Theranostic doubly crosslinked microgels: From a new materials class to an injectable load supporting medical device

Degeneration of the intervertebral disc (DIVD) and osteoarthritis (OA) result in chronic pain. They are major UK healthcare problems that are projected to grow as society ages, leading to reduced productivity and increased NHS costs. Double crosslinked microgels (DX MGs) are load supporting gels made from pre-formed microgel (MG) particles that can be linked together in vivo. MG particles are crosslinked polymer colloid particles that swell when the pH approaches the pKa of the polymer. My previous EPSRC-funded DX MG research established the concept of injectable biocompatible DX MGs for restoring the mechanical properties of degenerated IVDs. Recently we have shown that injectable DX MGs are a potential treatment for DIVD. Unfortunately, like all gels, our first generation DX MGs cannot provide optimal stress distributions throughout degenerated IVDs due to the complex, irregular shape of the voids that they fill. Unfortunately, there is no possibility of external tuning of the load distributions once injected. Achieving optimal load support will give the best pain relief and prevent further degeneration. This goal requires new gels with externally controlled compressive strain tuning abilities which can be informed by the strain present in vivo. In this proposal I plan to establish next generation theranostic DXMGs which provide therapeutic (load support) benefit and diagnostic strain information from within IVDs. I plan to construct new DX MGs that use deeply penetrating near-infrared (NIR) light, i.e., NIR DX MGs. These new injectable gels will report their mechanical environment in vivo and enable this to be tuned and optimised remotely. NIR DX MGs will also be photo-degradable which will enable their light-guided replacement by native tissue. My proposed theranostic NIR DX MGs are a new materials class that will act as an injectable load supporting medical device. A successful outcome will enable personalised, low cost, load supporting soft tissue repair.

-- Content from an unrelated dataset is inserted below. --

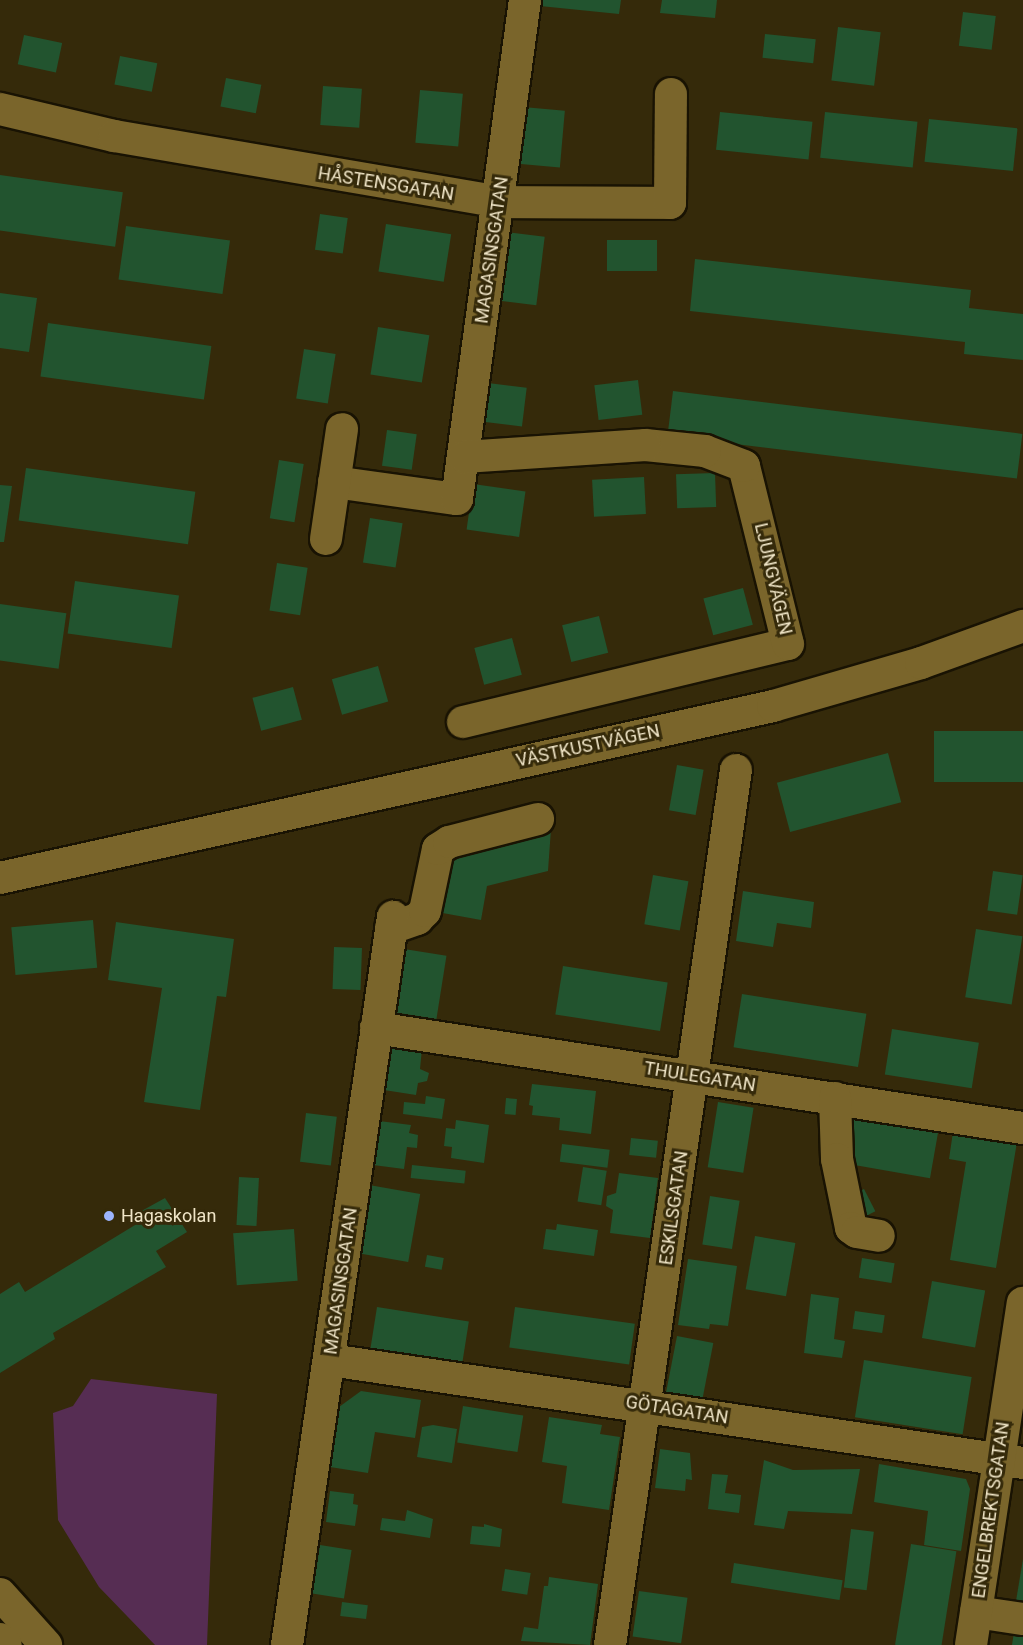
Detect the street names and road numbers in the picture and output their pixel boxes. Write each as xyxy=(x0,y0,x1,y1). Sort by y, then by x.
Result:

A minimally-invasive therapy for degeneration of the intervertebral disc (DIVD) and cartilage which optimised load support and repair would benefit both patients and the NHS by reducing hospitalisation times. The cost of treating osteoarthritis (OA) consumed 5% of the NHS budget in 2007. The direct healthcare cost of chronic back pain to UK plc was £1.6 billion in 1998. These major healthcare problems have substantial economic costs and are sources of chronic pain that will become increasingly prevalent in our ageing population. Success in this project could lead to a wide-spread, low cost, minimally-invasive personalised therapy for degeneration of the IVD and cartilage (due to OA). Furthermore, my proposed near-infrared doubly crosslinked microgels (NIR DX MGs) have potential use as therapies for non-load bearing tissue repair (e.g., craniofacial defect regeneration). Because my proposed gels may lead to fewer spinal fusion (and knee or hip) operations being required in the longer term, clinicians would benefit from a reduction in surgical procedures, allowing limited resources to be targeted elsewhere. In the US alone, 122,000 spinal fusion operations were performed in 2001 for DIVD.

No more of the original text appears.